**How to complete this task:**
From the entries, return every line where the string "Elevation" shows up.

**Data records:**
[Start of Attachment]

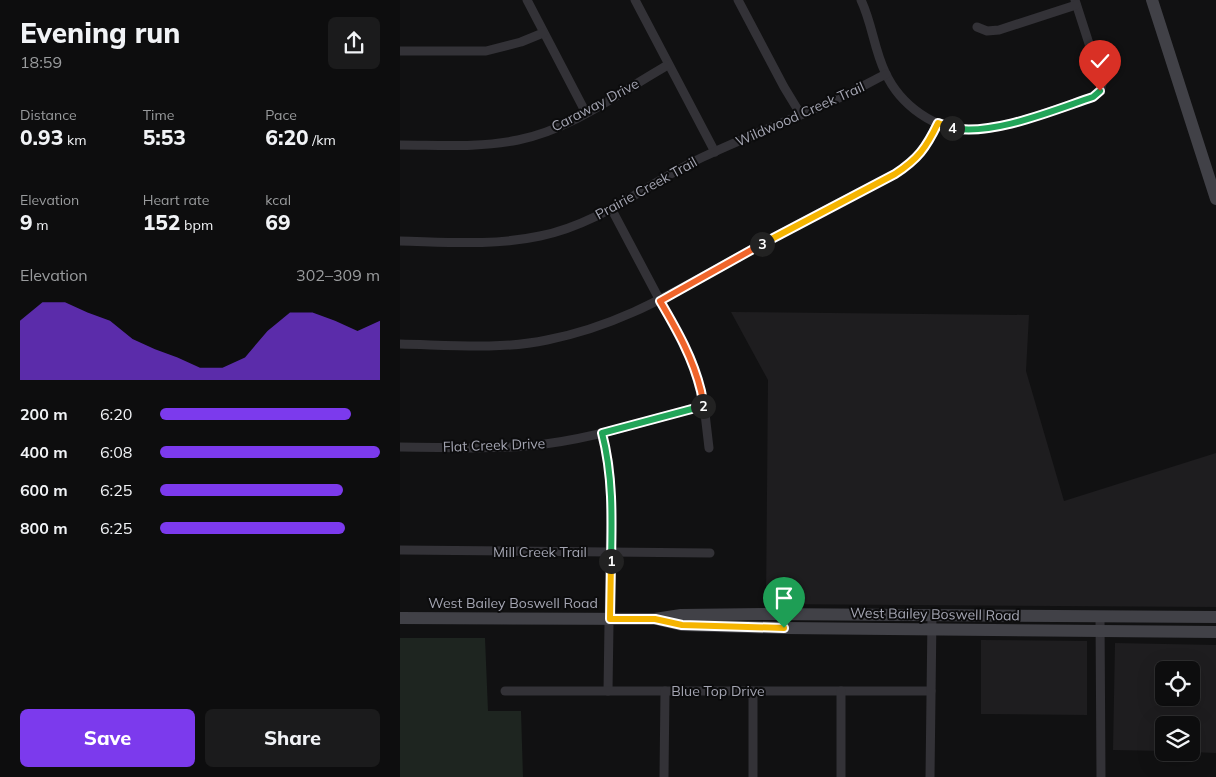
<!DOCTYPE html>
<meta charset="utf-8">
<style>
:root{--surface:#0d0d0e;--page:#1b1b1c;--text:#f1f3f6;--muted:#9a9c9e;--line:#2d2d2e;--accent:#7c3aed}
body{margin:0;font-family:Mulish,sans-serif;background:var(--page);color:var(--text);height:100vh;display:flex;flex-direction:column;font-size:19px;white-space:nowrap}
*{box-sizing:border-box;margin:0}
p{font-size:16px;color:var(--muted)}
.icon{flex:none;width:28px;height:28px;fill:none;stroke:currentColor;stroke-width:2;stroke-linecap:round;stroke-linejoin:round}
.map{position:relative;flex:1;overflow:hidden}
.sheet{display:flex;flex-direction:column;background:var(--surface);width:400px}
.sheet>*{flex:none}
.controls{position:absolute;left:755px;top:661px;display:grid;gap:10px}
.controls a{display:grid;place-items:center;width:45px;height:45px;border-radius:8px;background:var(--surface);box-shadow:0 5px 20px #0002,0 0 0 1px var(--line);font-size:25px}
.pin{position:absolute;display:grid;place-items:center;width:42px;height:42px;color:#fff;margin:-51px -21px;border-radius:50% 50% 50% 0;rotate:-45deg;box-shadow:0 0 5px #0007}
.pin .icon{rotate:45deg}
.km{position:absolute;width:25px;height:25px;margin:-12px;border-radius:50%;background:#222;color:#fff;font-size:14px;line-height:25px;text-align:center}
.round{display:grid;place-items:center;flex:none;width:52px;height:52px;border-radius:8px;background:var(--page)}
.headline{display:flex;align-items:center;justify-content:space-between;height:85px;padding:0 20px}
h1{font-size:28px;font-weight:800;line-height:38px}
.stats{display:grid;grid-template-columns:repeat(3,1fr);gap:8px;height:85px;padding:5px 20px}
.stats div{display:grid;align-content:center}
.stats b{font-size:21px;font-weight:800}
.stats small{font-size:14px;font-weight:400}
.stats p{font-size:14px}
.chart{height:140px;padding:10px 20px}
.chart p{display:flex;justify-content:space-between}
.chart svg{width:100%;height:90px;margin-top:5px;fill:var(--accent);opacity:.7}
.cta{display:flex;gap:10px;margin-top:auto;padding:10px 20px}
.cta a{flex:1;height:58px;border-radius:8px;background:var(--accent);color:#fff;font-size:20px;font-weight:800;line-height:58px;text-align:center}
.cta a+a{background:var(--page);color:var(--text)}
ul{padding:0 20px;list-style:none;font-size:16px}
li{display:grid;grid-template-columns:80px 60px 1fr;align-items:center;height:38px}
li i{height:12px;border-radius:6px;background:var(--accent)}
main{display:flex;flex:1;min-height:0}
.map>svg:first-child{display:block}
</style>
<main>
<section class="sheet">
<div class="headline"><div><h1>Evening run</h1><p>18:59</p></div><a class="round"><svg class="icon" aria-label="share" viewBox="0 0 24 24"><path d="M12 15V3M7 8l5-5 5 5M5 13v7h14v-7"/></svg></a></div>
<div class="stats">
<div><p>Distance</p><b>0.93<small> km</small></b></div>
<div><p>Time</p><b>5:53</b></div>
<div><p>Pace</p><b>6:20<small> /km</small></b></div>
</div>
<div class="stats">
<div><p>Elevation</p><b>9<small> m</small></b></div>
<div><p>Heart rate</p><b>152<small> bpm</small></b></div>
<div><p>kcal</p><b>69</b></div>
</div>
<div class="chart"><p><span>Elevation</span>302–309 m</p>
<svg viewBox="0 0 160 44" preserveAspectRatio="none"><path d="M0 44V15L10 6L20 6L30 11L40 15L50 24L60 29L70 33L80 38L90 38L100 33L110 20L120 11L130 11L140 15L150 20L160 15V44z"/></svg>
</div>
<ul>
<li><b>200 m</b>6:20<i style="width:87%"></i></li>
<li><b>400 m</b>6:08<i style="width:100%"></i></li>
<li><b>600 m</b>6:25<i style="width:83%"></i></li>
<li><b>800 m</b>6:25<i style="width:84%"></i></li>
</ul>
<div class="cta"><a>Save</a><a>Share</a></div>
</section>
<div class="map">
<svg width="816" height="777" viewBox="0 0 816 777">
<rect width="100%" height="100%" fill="#111112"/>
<g fill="#1e1d1f" fill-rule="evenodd">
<polygon points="331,312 629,315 626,371 664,501 816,453 816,607 366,604 368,380"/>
<polygon points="581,640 687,641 687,715 581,714"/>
<path d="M 715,643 L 816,645 L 816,753 L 791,752 L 791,725 L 764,725 L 764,751 L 713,750 ZM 764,670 L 791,670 L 791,698 L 764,698 Z"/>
</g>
<polygon fill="#1e2520" points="0,638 85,638 88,711 121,711 123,777 0,777"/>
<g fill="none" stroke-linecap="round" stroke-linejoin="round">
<g stroke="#333237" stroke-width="9">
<polyline points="127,0 186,113"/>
<polyline points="235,0 315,152"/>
<polyline points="338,0 384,87 401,115"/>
<path d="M 461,0 C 472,23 474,49 485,72 C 500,105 535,131 572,130 C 608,129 658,108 693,97 L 700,91 L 702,84 L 675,0"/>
<polyline points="577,27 587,31 599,30 676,5"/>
<polyline points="0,51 86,51 121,42 143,33"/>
<path d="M 0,145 C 39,145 79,148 118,140 C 173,129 220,92 268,65"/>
<polyline points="212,210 292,361 304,405 309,448"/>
<path d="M 0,241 C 46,242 94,246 140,236 C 200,224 248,183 303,157 C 347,136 394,119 439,98 C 455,91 470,82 486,74"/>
<path d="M 0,344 C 48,345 100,350 147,340 C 218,326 269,295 331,261 C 384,230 440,203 495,174 C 518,159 526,148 538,123"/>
<polyline points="202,433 209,464 211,490 208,691"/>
<path d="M 0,447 C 42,447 84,450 126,446 C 187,441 245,421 304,405"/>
<polyline points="0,550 310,553"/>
<polyline points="700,616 701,777"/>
<polyline points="105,691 531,691"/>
<polyline points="441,691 441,777"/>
<polyline points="264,777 265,691"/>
<polyline points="353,777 353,691"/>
<polyline points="530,777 532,616"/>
</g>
<g stroke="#414147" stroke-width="12">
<polyline points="752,0 816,199"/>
<polyline points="0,618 255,619 281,615 366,614 816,617"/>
<polyline points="260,620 282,625 384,628 816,632"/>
</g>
</g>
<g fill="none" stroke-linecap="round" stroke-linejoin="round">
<g stroke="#fff" stroke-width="10">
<polyline id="split-1" points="211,561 210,619 255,619 282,625 384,628"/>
</g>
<g stroke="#fff" stroke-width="10">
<path id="split-2" d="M 211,561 C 212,518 213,475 202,433 L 303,406"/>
</g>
<g stroke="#fff" stroke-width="10">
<path id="split-3" d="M 303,406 C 303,402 302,396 301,391 C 293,358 277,330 260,301 L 362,244"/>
</g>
<g stroke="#fff" stroke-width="10">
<path id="split-4" d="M 362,244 L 495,174 C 518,159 526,148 538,123 L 552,128"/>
</g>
<g stroke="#fff" stroke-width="10">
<path id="split-5" d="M 552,128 C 593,136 654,110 693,97 L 700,91"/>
</g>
<use href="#split-1" stroke="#f5b400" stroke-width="6"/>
<use href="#split-2" stroke="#22a559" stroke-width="6"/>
<use href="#split-3" stroke="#f0652b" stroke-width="6"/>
<use href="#split-4" stroke="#f5b400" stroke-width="6"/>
<use href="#split-5" stroke="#22a559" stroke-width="6"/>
</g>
<g text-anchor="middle" stroke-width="4" stroke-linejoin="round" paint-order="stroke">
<g font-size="14" fill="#a4a5b2" stroke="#0c0c0d">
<text transform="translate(195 105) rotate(-28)" y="5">Caraway Drive</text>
<text transform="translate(400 114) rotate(-24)" y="5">Wildwood Creek Trail</text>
<text transform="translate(246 188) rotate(-29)" y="5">Prairie Creek Trail</text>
<text transform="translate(94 445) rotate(-2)" y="5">Flat Creek Drive</text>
<text x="140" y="557">Mill Creek Trail</text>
<text x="113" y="608">West Bailey Boswell Road</text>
<text transform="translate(535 614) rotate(1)" y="5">West Bailey Boswell Road</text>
<text x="318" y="696">Blue Top Drive</text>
</g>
</g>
</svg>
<div class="controls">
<a><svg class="icon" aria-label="locate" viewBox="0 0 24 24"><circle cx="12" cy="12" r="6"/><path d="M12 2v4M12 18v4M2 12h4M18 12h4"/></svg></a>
<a><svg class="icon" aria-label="layers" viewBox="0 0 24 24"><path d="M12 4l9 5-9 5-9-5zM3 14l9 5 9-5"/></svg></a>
</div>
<div class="pin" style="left:384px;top:628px;background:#1e9e55"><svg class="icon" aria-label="arrive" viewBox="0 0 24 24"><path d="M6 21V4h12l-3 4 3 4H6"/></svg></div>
<div class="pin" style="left:700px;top:91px;background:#d93025"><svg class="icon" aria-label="check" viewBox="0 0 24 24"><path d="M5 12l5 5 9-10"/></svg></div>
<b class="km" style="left:211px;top:561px">1</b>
<b class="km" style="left:303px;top:406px">2</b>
<b class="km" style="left:362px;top:244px">3</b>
<b class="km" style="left:552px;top:128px">4</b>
</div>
</main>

[End of Attachment]

**Problem solution:**
<div><p>Elevation</p><b>9<small> m</small></b></div>
<div class="chart"><p><span>Elevation</span>302–309 m</p>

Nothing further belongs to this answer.